Assigned task
Transcribe only the lines of the listing below from the one holding "g.lineWidth = width;" through the one holding "g.rotate((+turn || 0) * Math.PI / 180);", inclusive, without any change.

Provided data
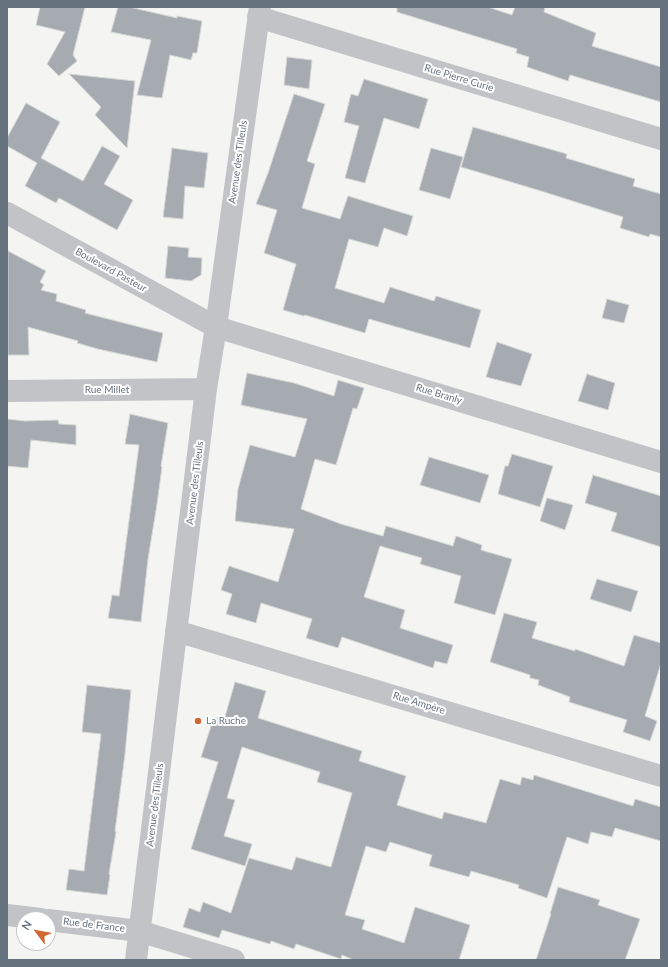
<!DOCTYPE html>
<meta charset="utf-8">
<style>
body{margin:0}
#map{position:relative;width:668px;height:967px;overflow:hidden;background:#f4f5f2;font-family:Lato,sans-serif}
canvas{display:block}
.frame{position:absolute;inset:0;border:8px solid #67727f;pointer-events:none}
.north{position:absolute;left:16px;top:911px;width:40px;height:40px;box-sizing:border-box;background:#fff;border:1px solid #c2c7cc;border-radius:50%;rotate:302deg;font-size:11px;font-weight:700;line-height:16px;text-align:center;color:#67727f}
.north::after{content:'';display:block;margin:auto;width:14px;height:18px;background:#d06836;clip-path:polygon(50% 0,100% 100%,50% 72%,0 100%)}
</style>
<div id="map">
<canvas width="668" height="967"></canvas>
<div class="frame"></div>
<div class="north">N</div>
</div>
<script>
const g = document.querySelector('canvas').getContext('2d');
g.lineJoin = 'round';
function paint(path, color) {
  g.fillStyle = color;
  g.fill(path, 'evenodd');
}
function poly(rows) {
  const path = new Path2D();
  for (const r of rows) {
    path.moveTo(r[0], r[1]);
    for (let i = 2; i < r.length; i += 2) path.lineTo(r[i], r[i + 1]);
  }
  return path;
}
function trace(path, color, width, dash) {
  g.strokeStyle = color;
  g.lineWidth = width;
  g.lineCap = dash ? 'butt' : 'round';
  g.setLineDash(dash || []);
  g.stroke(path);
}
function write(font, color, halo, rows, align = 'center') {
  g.font = font + ' Lato,sans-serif';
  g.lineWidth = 4;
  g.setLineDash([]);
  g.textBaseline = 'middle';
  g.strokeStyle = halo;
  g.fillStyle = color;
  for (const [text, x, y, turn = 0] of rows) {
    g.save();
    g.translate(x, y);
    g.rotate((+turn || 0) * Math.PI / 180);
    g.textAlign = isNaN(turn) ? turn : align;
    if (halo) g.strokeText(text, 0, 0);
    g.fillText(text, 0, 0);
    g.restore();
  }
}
const building = poly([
 [40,7,85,7,73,55,77,61,59,76,47,64,65,32,36,25,40,7],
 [118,7,129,7,177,18,177,16,202,21,197,53,193,53,191,60,170,55,162,98,137,95,151,40,111,32,118,7],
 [397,7,488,7,512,15,515,7,545,7,544,12,596,33,592,46,661,67,661,102,570,75,568,81,527,67,529,57,516,53,517,49,397,12,397,7],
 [287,57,312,60,309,89,284,85,287,57],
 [69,74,135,81,127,148,95,115,101,107,69,74],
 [364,79,428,99,419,129,384,118,365,183,345,178,359,126,344,122,351,94,358,96,364,79],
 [294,94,325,104,307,161,315,164,302,208,340,219,348,196,413,216,407,236,384,228,378,247,349,239,335,288,384,303,390,287,434,301,436,296,481,310,470,348,369,319,365,333,305,315,304,316,283,310,296,264,264,253,277,210,256,204,268,173,294,94],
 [26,103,60,122,41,158,83,181,102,146,120,156,104,184,133,200,117,230,59,198,56,203,25,186,37,163,7,146,7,138,26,103],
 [473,127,567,154,566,158,635,179,633,186,661,194,661,237,650,234,649,237,620,228,623,217,541,191,461,167,473,127],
 [172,148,208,153,204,188,185,186,183,219,163,217,172,148],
 [431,148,463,157,450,199,419,190,431,148],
 [168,246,189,248,188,257,202,258,201,275,191,281,165,278,168,246],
 [8,251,46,271,40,282,44,285,41,290,57,294,56,301,86,310,85,313,163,333,157,362,98,349,77,343,78,341,28,327,29,355,8,355,8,251],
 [607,299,629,305,624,323,602,318,607,299],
 [497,342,532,354,521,386,486,377,497,342],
 [247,373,294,383,334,396,338,380,364,388,357,409,353,408,336,465,315,459,301,509,341,524,383,536,386,526,453,546,456,536,482,545,481,550,512,559,495,615,454,603,461,576,420,564,422,558,380,546,364,597,405,610,400,628,453,645,447,664,435,661,433,668,342,637,338,648,306,638,312,619,261,603,256,623,226,614,232,594,221,590,229,566,278,582,294,529,235,521,238,489,250,445,295,457,307,419,241,405,247,373],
 [587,374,615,383,608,410,578,401,587,374],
 [130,414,168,423,161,466,162,467,157,504,148,559,141,622,108,618,112,595,119,596,139,445,125,444,130,414],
 [7,419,25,421,58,420,59,424,76,425,76,445,31,440,28,468,7,466,7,419],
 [512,454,553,466,540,507,498,494,505,466,508,466,512,454],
 [429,457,489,475,480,503,420,485,429,457],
 [593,475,661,496,661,547,611,531,617,513,585,503,593,475],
 [547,498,573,505,565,530,540,521,547,498],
 [597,579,638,591,631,612,590,599,597,579],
 [504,613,537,622,532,638,575,651,575,649,624,666,634,635,661,643,661,663,645,716,657,721,650,741,623,732,627,720,569,702,570,697,538,685,539,680,530,678,530,675,490,662,504,613],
 [235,682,266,691,258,718,362,751,359,761,406,776,397,805,442,819,444,812,486,823,500,779,520,785,522,777,533,780,534,775,633,806,635,799,661,807,661,841,615,828,612,837,591,832,588,844,567,837,547,898,518,888,519,885,471,871,469,877,429,866,432,855,390,842,386,852,366,846,345,915,365,920,362,929,404,943,415,907,470,925,459,960,354,960,342,955,341,959,296,944,294,949,271,941,270,944,222,930,219,938,183,927,189,908,200,912,203,902,231,913,249,858,292,870,296,857,331,867,352,793,317,782,320,772,242,747,227,798,235,800,224,836,252,844,245,866,191,849,218,762,201,757,214,717,224,720,235,682],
 [87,685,131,690,125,754,115,831,116,832,109,874,110,875,107,895,66,890,69,869,84,871,101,734,82,732,87,685],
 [558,887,600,900,598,905,640,919,625,960,536,960,551,914,550,914,558,887]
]);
paint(building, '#a5abb1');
trace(building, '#d6d6d4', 1);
trace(poly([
 [258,17,661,139],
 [7,213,216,327,661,462],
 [7,391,206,389],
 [176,631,661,776],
 [7,915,41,919],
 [48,920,139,931,234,960],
 [136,960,206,389,216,327,260,7]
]), '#c1c3c6', 22);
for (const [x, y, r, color] of [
 [198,721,4,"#d06836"]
]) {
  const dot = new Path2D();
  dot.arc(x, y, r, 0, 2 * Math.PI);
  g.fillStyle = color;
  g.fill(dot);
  trace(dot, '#fff', 1.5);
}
write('10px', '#67727f', '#fff', [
 ["Rue Pierre Curie",459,78,17],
 ["Avenue des Tilleuls",238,162,-82],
 ["Boulevard Pasteur",111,270,29],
 ["Rue Millet",107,390],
 ["Rue Branly",439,394,17],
 ["Avenue des Tilleuls",195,483,-83],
 ["Rue Ampère",419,703,17],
 ["Avenue des Tilleuls",155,805,-83],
 ["Rue de France",94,925,7]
]);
write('10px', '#67727f', '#fff', [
 ["La Ruche",206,721]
], 'left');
</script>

Answer box
  g.lineWidth = width;
  g.lineCap = dash ? 'butt' : 'round';
  g.setLineDash(dash || []);
  g.stroke(path);
}
function write(font, color, halo, rows, align = 'center') {
  g.font = font + ' Lato,sans-serif';
  g.lineWidth = 4;
  g.setLineDash([]);
  g.textBaseline = 'middle';
  g.strokeStyle = halo;
  g.fillStyle = color;
  for (const [text, x, y, turn = 0] of rows) {
    g.save();
    g.translate(x, y);
    g.rotate((+turn || 0) * Math.PI / 180);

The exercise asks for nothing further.